Simple comme bonjour ! Une machine à écrire détraquée chez un poète entouré de ses dix-mille
pages de poèmes classés par couleur dans des chemises en carton ordonnées. La réparation de la
machine est un tellement bon moment, d’autant que les infirmiers sont formidables ! Non seulement
ils soignent, mais, en soignant – c’est-à-dire en étant là, respectueux et à l’écoute, ils remettent en
route le cliquet qui fait taper à nouveau la lettre en plomb sur le ruban noir et rouge !
Le poète entasse les feuillets, les mots, et sans doute la part illisible de lui-même.
La soignée, ce sont ses disques qui ne tournent plus, dont Janis Joplin. Oh.. ne dites pas Joan baise…..
Le tiroir à disques semble entrer et sortir, la cellule fonctionne, mais démonter sa mini-chaîne lui
donne un peu de sourire car deux hommes sont dans sa chambre et s’occupe de ses affaires. Cette
femme dont la tristesse est son corps retrouve les bons gestes, offre le café, et les crottes en
chocolat. Même Nicolas, de derrière sa caméra intervient et réclame sa part.
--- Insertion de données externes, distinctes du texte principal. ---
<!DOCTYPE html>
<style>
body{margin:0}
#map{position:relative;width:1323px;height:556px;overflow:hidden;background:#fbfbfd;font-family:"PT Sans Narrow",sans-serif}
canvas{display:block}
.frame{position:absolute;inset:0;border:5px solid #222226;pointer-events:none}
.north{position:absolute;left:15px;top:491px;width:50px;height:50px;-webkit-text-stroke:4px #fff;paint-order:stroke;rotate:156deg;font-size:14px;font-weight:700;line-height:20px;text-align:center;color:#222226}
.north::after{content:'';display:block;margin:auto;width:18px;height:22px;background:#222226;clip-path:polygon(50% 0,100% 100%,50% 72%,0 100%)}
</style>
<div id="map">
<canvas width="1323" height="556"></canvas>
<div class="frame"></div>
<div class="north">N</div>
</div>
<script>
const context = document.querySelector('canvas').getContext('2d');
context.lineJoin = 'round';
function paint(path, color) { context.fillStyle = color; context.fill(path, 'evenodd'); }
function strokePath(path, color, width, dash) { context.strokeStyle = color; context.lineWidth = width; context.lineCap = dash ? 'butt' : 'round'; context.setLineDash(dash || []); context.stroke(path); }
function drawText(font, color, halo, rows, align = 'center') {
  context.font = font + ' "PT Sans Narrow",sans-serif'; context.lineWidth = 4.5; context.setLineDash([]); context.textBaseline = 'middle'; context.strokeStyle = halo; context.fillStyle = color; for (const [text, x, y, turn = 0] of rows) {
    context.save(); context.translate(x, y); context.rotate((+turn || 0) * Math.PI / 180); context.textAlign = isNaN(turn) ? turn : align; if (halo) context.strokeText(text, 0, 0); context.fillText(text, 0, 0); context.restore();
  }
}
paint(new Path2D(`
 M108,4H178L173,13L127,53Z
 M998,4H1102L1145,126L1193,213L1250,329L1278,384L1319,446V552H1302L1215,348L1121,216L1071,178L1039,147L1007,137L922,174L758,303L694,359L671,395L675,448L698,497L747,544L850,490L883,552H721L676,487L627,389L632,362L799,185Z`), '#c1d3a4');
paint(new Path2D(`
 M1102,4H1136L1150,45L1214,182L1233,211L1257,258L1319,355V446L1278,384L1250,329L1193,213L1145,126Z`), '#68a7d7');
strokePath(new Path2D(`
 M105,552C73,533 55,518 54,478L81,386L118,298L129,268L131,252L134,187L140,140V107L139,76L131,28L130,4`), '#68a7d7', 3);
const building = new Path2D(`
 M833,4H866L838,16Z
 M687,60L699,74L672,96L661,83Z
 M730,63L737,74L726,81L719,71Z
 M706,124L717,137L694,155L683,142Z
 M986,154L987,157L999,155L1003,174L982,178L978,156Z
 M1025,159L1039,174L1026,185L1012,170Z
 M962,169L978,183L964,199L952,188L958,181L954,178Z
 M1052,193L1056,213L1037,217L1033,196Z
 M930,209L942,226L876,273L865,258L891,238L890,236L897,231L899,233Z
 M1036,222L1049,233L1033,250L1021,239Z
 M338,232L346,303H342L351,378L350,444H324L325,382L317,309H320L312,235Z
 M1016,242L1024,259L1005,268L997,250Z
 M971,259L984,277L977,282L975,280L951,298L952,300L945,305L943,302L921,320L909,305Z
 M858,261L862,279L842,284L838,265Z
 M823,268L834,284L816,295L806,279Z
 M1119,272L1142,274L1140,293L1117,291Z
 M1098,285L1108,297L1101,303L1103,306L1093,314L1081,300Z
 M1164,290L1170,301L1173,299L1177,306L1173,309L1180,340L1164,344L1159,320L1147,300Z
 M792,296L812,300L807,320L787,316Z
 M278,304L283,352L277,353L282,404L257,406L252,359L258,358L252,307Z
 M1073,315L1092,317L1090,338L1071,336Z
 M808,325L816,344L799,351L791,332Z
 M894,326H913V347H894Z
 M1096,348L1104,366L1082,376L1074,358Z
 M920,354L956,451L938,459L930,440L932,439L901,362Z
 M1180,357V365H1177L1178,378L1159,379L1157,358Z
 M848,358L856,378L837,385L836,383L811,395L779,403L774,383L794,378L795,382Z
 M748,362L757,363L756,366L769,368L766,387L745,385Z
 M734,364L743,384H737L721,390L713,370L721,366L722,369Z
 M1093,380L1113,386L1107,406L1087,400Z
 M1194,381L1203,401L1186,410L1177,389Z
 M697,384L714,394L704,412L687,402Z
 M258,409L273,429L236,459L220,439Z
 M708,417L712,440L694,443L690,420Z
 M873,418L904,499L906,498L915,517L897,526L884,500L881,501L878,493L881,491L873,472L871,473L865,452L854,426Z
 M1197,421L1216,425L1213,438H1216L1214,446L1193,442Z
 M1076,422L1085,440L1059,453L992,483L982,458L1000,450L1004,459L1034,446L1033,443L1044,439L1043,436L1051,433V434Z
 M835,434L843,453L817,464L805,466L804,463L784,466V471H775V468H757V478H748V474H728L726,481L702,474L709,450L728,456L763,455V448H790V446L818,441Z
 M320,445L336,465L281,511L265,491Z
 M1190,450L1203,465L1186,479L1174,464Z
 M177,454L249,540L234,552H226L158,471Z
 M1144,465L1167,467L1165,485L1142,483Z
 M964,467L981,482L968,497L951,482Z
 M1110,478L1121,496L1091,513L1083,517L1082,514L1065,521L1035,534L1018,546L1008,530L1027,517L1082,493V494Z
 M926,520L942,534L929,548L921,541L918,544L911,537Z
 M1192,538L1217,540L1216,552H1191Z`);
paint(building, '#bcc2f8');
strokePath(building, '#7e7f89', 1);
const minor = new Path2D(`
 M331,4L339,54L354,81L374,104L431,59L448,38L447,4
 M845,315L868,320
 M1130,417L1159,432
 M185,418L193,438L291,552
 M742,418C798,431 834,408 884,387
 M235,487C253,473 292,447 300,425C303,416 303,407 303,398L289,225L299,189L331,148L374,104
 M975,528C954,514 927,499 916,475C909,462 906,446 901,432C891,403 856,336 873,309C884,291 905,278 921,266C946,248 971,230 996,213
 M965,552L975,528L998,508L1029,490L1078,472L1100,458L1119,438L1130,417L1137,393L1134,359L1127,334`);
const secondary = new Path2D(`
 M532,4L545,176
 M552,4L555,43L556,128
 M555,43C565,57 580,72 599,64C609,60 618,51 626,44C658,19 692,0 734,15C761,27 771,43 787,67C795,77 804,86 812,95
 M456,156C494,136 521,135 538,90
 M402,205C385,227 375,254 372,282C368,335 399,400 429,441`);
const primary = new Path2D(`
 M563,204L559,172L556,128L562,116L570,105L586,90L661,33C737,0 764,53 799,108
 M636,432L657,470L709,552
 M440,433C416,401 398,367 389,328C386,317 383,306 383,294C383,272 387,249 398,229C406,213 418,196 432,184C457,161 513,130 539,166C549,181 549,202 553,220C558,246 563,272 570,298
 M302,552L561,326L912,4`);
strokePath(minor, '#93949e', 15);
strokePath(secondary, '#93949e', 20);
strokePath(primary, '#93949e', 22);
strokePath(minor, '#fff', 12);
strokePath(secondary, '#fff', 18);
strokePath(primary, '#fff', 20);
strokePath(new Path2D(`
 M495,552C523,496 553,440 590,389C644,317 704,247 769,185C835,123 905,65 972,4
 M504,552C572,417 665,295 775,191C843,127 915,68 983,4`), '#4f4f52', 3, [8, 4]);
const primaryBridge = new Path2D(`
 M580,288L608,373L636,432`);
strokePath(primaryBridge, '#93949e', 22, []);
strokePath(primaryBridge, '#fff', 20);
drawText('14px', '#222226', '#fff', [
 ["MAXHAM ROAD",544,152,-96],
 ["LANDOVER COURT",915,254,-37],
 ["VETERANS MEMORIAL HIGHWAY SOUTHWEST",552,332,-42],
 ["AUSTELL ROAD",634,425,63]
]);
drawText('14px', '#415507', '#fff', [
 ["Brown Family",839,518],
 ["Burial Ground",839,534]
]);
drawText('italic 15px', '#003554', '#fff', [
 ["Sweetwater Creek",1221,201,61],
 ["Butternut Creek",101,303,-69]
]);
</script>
Et Frédéric Prieur, dans sa piaule en plein Paris, vue sur cour de récris d’enfants, il a tout peint, tant
dessiné, tout écouté, tant et tellement qu’on ne peut plus passer que de biais dans son appartement
d’images, de collages et d’objets. J’ai mis Cocteau sur la pile qui l’équilibre avec l’Odyssée ! La
déroute est partout. S’étale, s’empile, comment se frayer un chemin psychique dans une telle forêt
d’objets, de fétiches ? Le nounours d’enfance a un nom, ou le doudou ne s’est jamais séparé. Les
soignants prennent le temps. Ils aident à déplacer les piles, proposent leur aide pour trier et, dans le
chaos, le foutraque et le fourbi, par moment, l’air pur passe et le soigné sourit. Diogène sort la tête
du tonneau, il chante !
C’est un soin de première qualité. Chez l’habitant, au plus près, dans le jus !
L’hospit’ à domicile, devant témoins, nous !
Nicolas Philibert filme ce sourire qui file et nous renvoie à nous, à soi, à chacun, dans ses énigmes,
son illisibilité. C’est de l’art brut, Cocteau passe ou Dubuffet, c’est de la chance d’être en vie, créatifs
de soi, perdus et précieux à la fois, hospitalisés au meilleur sens de l’hospitalité.